Entre várias notícias na área de saúde da última semana, uma em particular me chamou a atenção. Um cirurgião daqui de Recife foi indiciado por homicídio culposo, acusado de negligência. Sua paciente apresentou um tromboembolismo pulmonar após uma cirurgia de redução do estômago e morreu. A conclusão do inquérito foi que os sintomas do quadro foram erroneamente interpretados como manifestações de ansiedade por parte da paciente. (mais informações AQUI)
A mídia vai discutir se ele errou mesmo ou não. Para acusá-lo, podem apontar que a paciente engordou mais de 10 kg no período pós-operatório, ou que a paciente não preenchia totalmente os critérios de indicação da cirurgia (um médico fez estas colocações AQUI) ou podem questionar a resistência do hospital em liberar o prontuário médico durante as investigações (relatada no link do parágrafo anterior).
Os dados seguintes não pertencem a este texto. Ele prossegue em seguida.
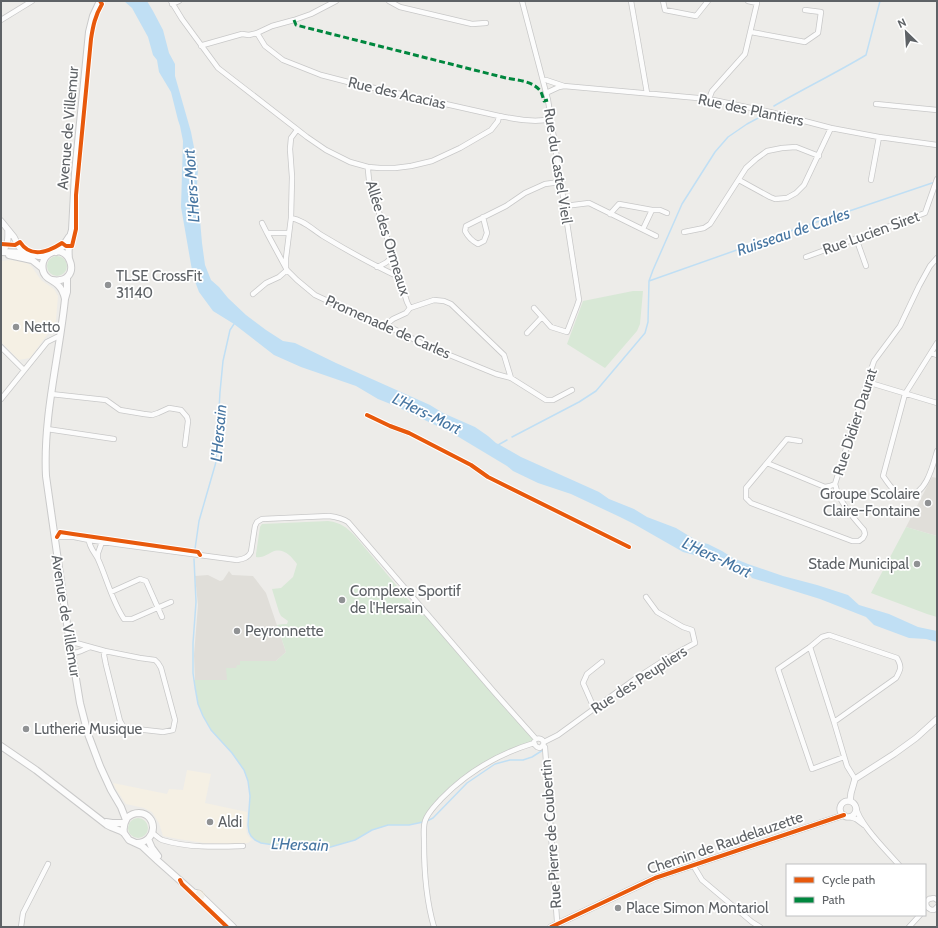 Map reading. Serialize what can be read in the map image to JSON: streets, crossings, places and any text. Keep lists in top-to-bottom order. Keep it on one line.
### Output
{"streets":{"main road":["Avenue de Villemur"],"street":["Rue des Acacias","Rue des Plantiers","Rue du Castel Vieil","Rue Lucien Siret","Allée des Ormeaux","Promenade de Carles","Rue Didier Daurat","Rue des Peupliers","Rue Pierre de Coubertin","Chemin de Raudelauzette"]},"crossings":[["Rue des Acacias","Rue du Castel Vieil"],["Rue des Plantiers","Rue du Castel Vieil"],["Avenue de Villemur","Rue Pierre de Coubertin"],["Rue des Peupliers","Rue Pierre de Coubertin"],["Rue Pierre de Coubertin","Chemin de Raudelauzette"]],"water":["L'Hers-Mort","Ruisseau de Carles","L'Hersain"],"places":["TLSE CrossFit 31140","Netto","Groupe Scolaire Claire-Fontaine","Stade Municipal","Complexe Sportif de l'Hersain","Peyronnette","Lutherie Musique","Aldi","Place Simon Montariol"],"legend":["Cycle path","Path"],"north":"top left"} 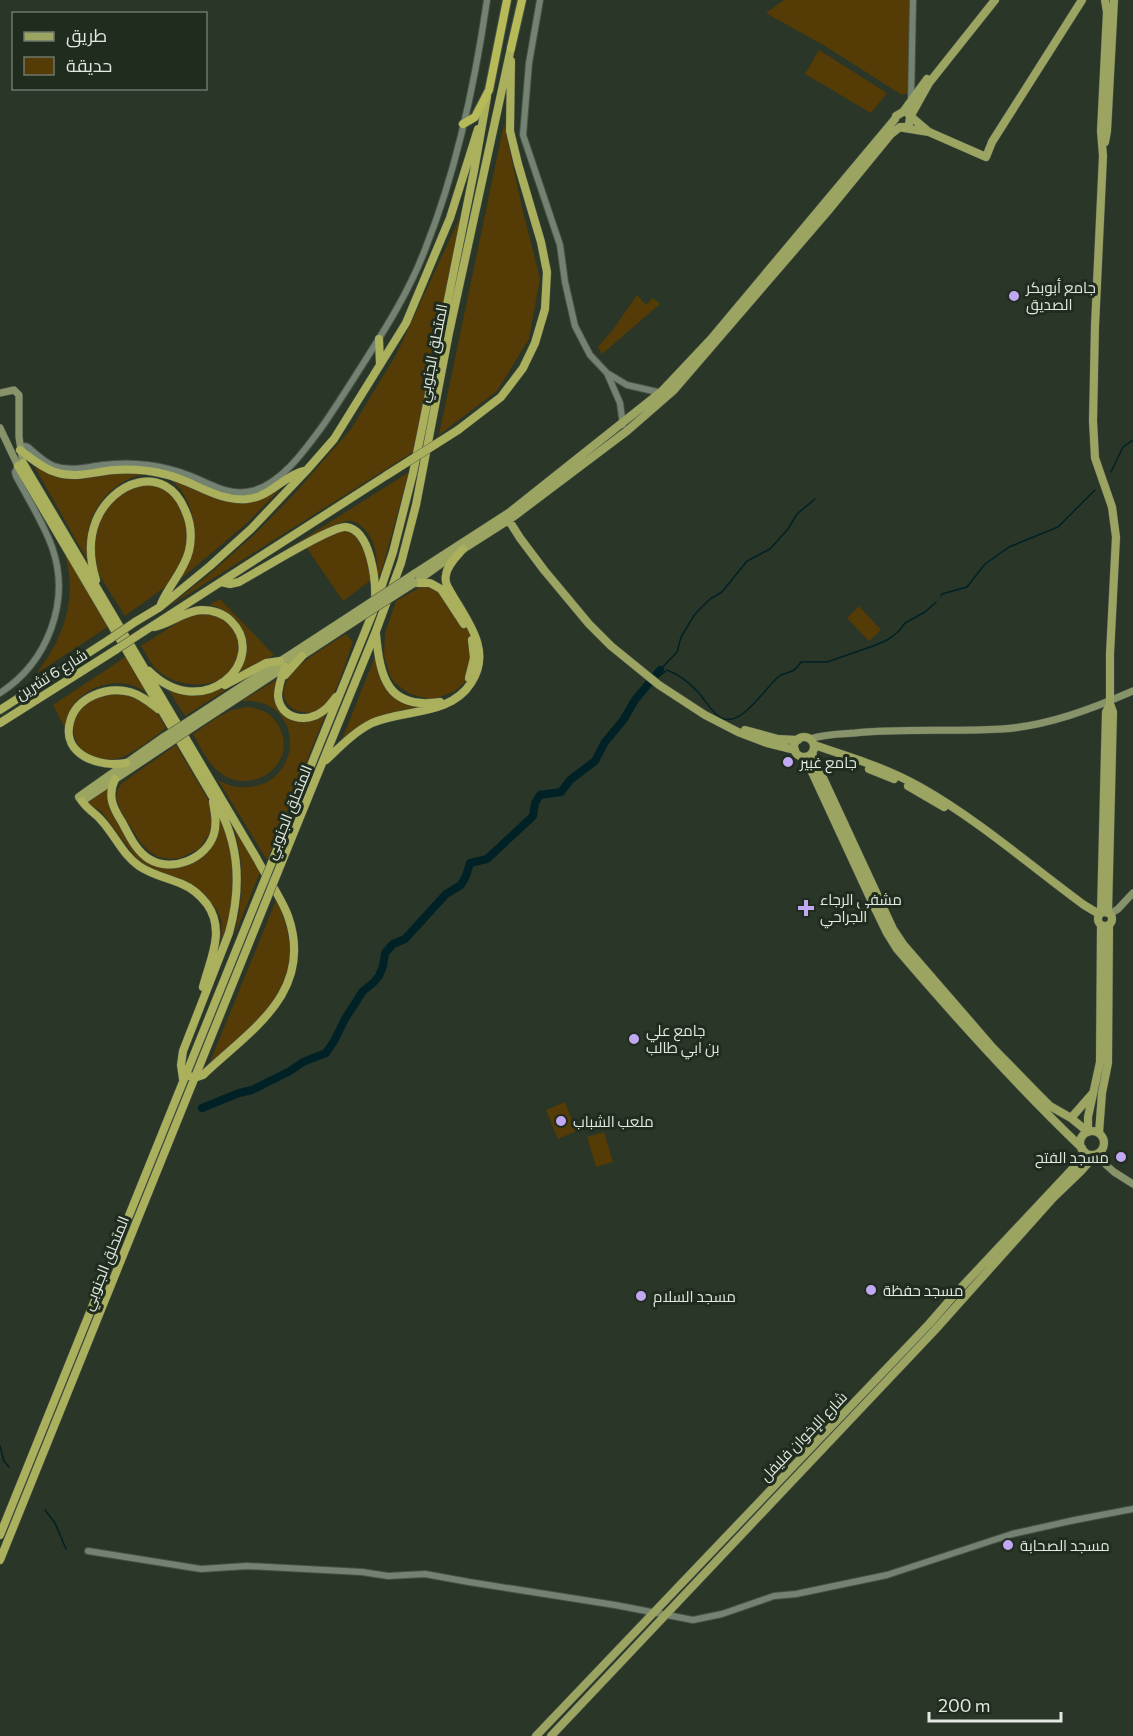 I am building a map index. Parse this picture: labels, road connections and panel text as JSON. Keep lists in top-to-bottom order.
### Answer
{
  "streets": {
    "highway": ["المتحلق الجنوبي", "شارع 6 تشرين"],
    "main road": ["شارع الإخوان فليفل"]
  },
  "crossings": [
    ["المتحلق الجنوبي", "شارع 6 تشرين"]
  ],
  "places": {
    "other": [
      "جامع أبوبكر الصديق",
      "جامع غبير",
      "جامع علي بن ابي طالب",
      "ملعب الشباب",
      "مسجد الفتح",
      "مسجد حفظة",
      "مسجد السلام",
      "مسجد الصحابة"
    ],
    "health": ["مشفى الرجاء الجراحي"]
  },
  "legend": ["طريق", "حديقة"],
  "scale_bar": "200 m"
} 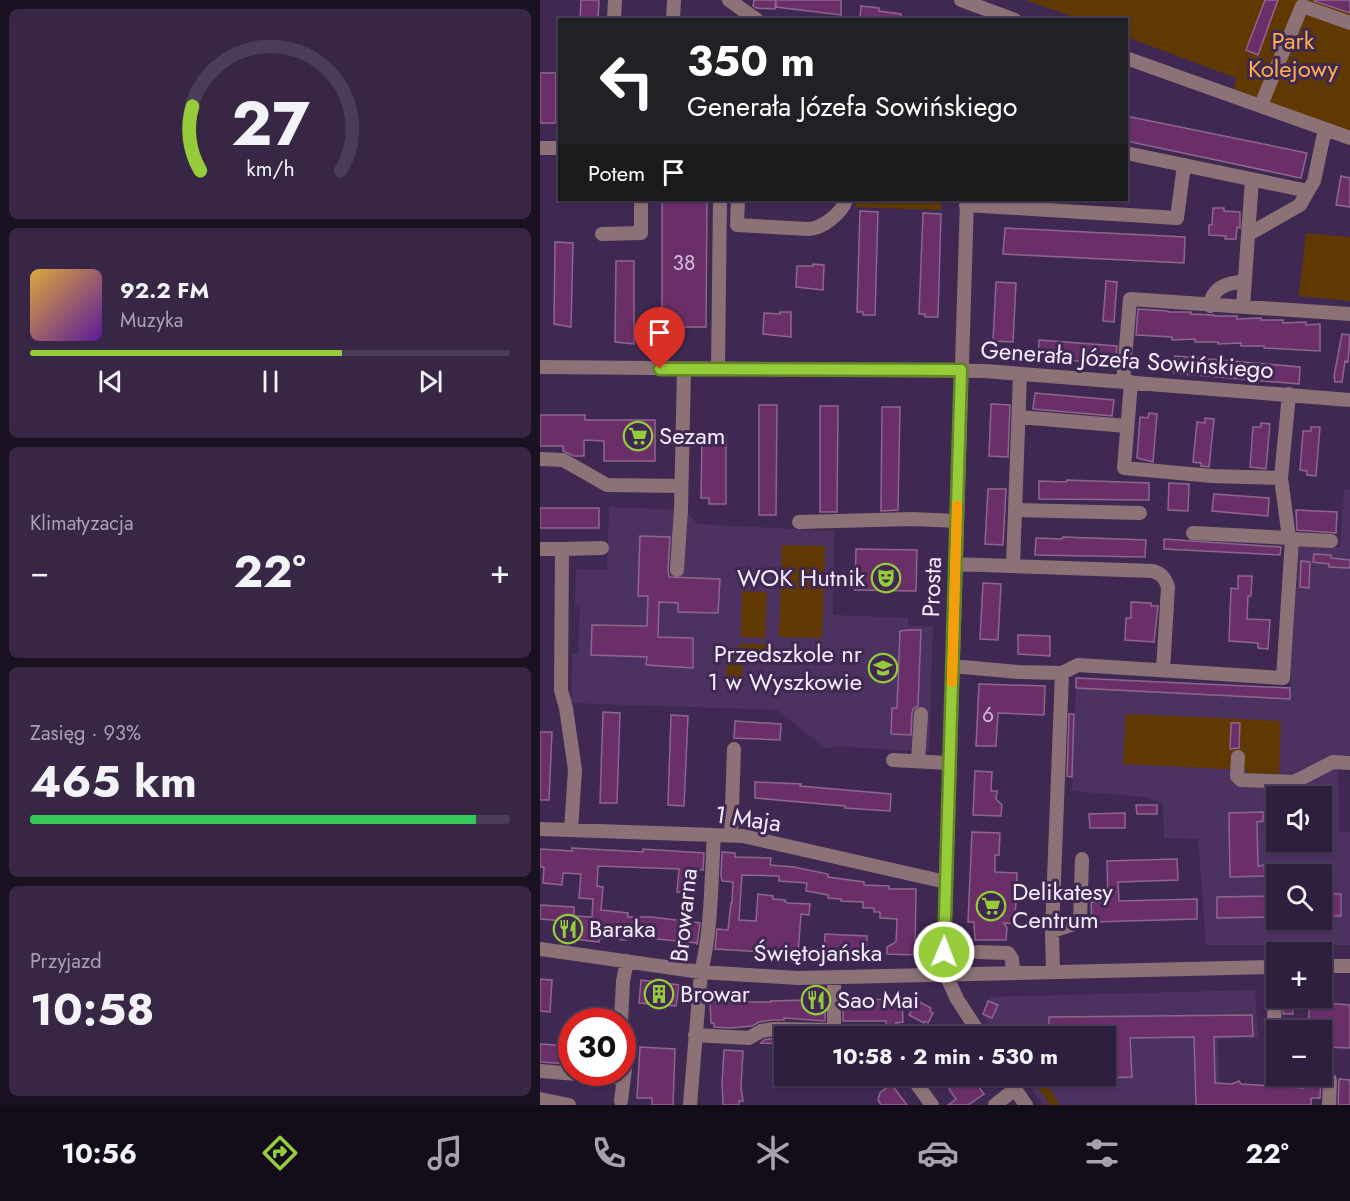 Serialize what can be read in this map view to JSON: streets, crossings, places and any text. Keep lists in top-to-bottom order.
{
  "streets": {
    "street": [
      "Generała Józefa Sowińskiego",
      "Prosta",
      "1 Maja",
      "Browarna",
      "Świętojańska"
    ]
  },
  "crossings": [
    ["Generała Józefa Sowińskiego", "Prosta"],
    ["Prosta", "1 Maja"],
    ["Prosta", "Świętojańska"],
    ["1 Maja", "Browarna"],
    ["Browarna", "Świętojańska"]
  ],
  "parks": ["Park Kolejowy"],
  "places": {
    "supermarket": ["Sezam", "Delikatesy Centrum"],
    "theatre": ["WOK Hutnik"],
    "school or university": ["Przedszkole nr 1 w Wyszkowie"],
    "restaurant": ["Baraka", "Sao Mai"],
    "building": ["Browar"]
  },
  "house_numbers": ["38", "6"],
  "page": {
    "turn": ["350 m", "Generała Józefa Sowińskiego"],
    "then": "Potem",
    "song": ["92.2 FM", "Muzyka"],
    "tile": [
      "Klimatyzacja",
      ["Zasięg · 93%", "465 km"],
      ["Przyjazd", "10:58"]
    ],
    "heat": ["−", "22°", "+"],
    "map_buttons": ["+", "−"],
    "limit": "30",
    "trip": "10:58 · 2 min · 530 m",
    "tabs": ["10:56", "22°"],
    "gauge": ["27", "km/h"]
  }
} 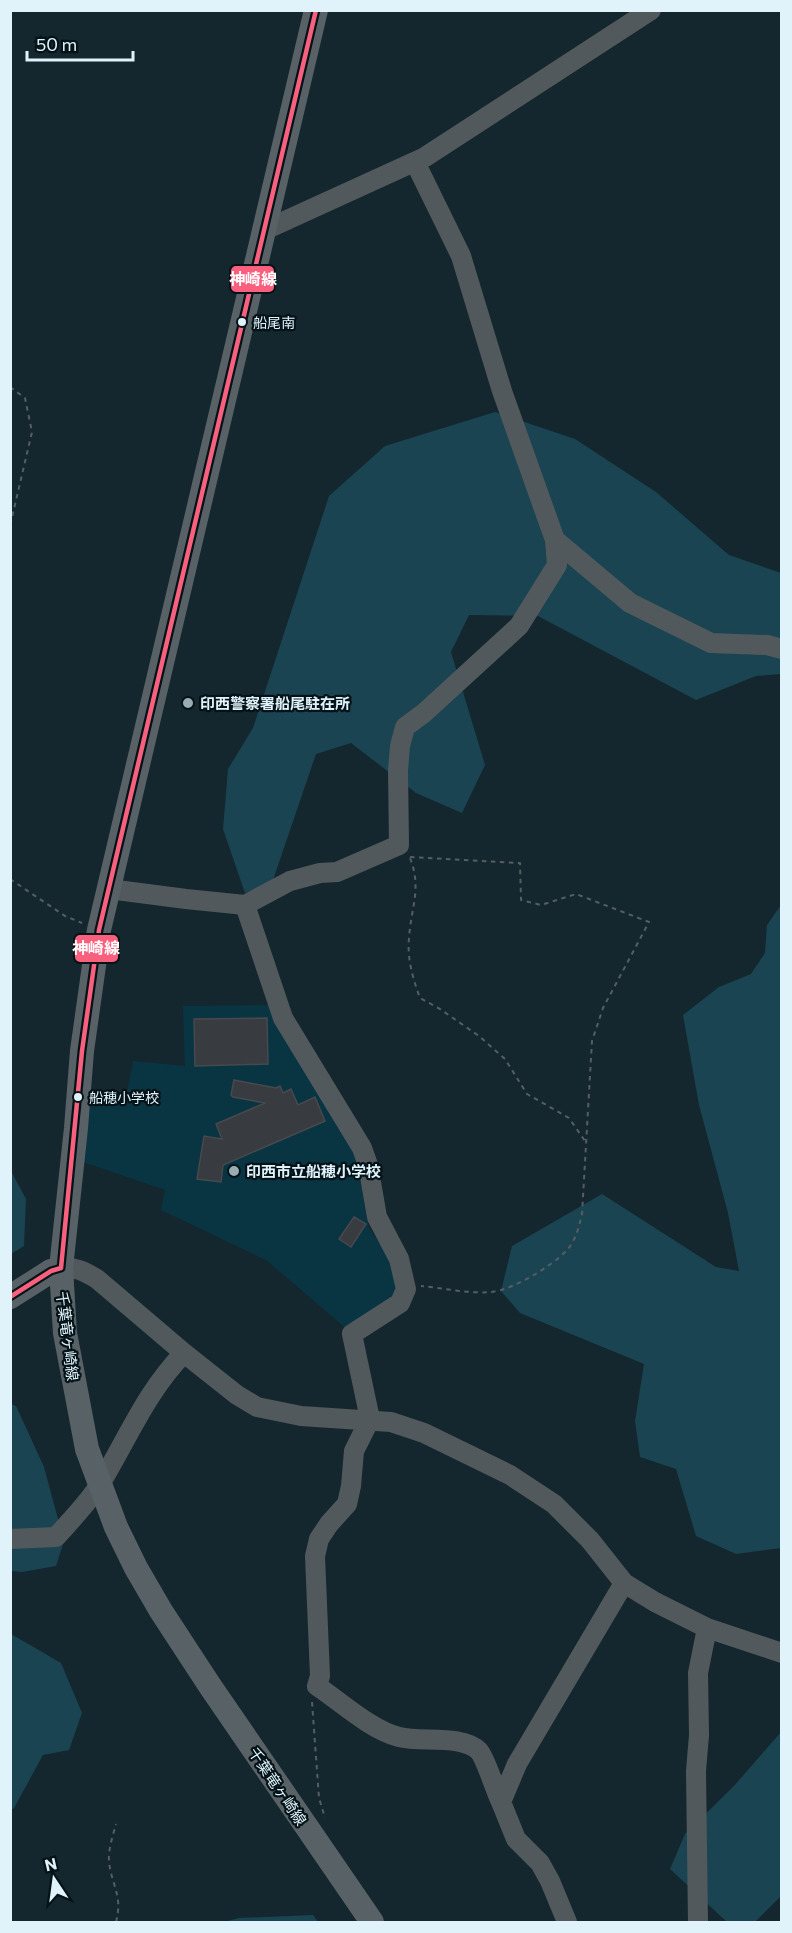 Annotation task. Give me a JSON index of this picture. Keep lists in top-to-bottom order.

Mas tem outra discussão aqui: o médico pode errar?
Uma pílula de anticoncepcional combinada (as mais usadas) funcionam em 99,9% das pessoas em teoria, e na prática sua segurança chega a pelo menos 97%. Ou seja, ela pode errar, e ninguém processa laboratórios por falhas (a não ser quando eles vendem pílulas de farinha por engano, mas isso é exceção).
A mamografia como exame de rastreamento para o câncer de mama aponta falsos-positivos (ou seja, exames alterados sem existir doença) em 50% dos casos. Isso mesmo, metade. E alguém conhece algum processo contra o fabricante do aparelho ou mesmo contra o responsável pelo laudo do exame por um falso-positivo?
A questão é a seguinte: não existem procedimentos absolutamente seguros na medicina. Tudo o que fazemos oferece riscos às pessoas. Ao que parece, as pessoas aceitam correr determinados riscos se a compensação for boa, como um tratamento empírico para uma cistite (sem a realização de uma cultura de urina com antibiograma), ou o uso de um medicamento antihipertensivo pelo resto da vida para prevenir um infarto ou AVC. Há pessoas que aceitam riscos maiores, como usar um medicamento para baixar o colesterol ou tomar uma vacina contra o HPV. A pergunta que fica é: as pessoas têm noção dos riscos envolvidos em cada procedimento? Ao que parece, não.
O aumento voluntário do peso para se enquadrar no índice de massa corporal que permite a cirurgia AUMENTA a probabilidade de surgimento de complicações. Será que a paciente estava esclarecida sobre isso?
Complicações como o tromboembolismo pulmonar podem acontecer em qualquer pessoa que se submeta a um procedimento desses. Segundo o médico em seu depoimento à polícia, a paciente estava ciente disso. O que significa estar ciente? Saber que pode acontecer? Entender as probabilidades do evento? Aceitar voluntariamente o risco após compreendê-lo?
Em resumo, é preciso rediscutir as responsabilidades dos médicos e das pessoas que os procuram em relação aos malefícios induzidos por condutas médicas. Se complicações forem sempre tratadas como erros, significa que médicos não podem ter complicações ou serão processados e até condenados por isso, e a sociedade vai ter que se preparar para o american way of health care, com cuidados médicos caríssimos para compensar o pagamento de seguros por médicos e as indenizações por complicações de seus atos consequentes de uma sociedade altamente "judicializada". Se por outro lado, a responsabilidade for simplesmente jogada na mão das pessoas (por exemplo, assinando um "termo de consentimento" qualquer), os médicos poderão sim se tornar mais negligentes, pois a responsabilidade deles diminui. Precisamos achar um meio termo, onde respeitemos os princípios éticos da profissão: propor medidas que façam o máximo de bem e o mínimo de mal às pessoas, e a partir da proposição fornecer o máximo de informações para que a pessoa tenha autonomia de verdade para escolher quais os riscos que está disposta a correr. E isso só vai acontecer com muito estudo e preparo por parte dos médicos, e de cuidados prestados ao longo do tempo, permitindo mais vínculo entre o médico e a pessoa e consequentemente uma maior compreensão mútua, fruto acima de tudo de muita conversa.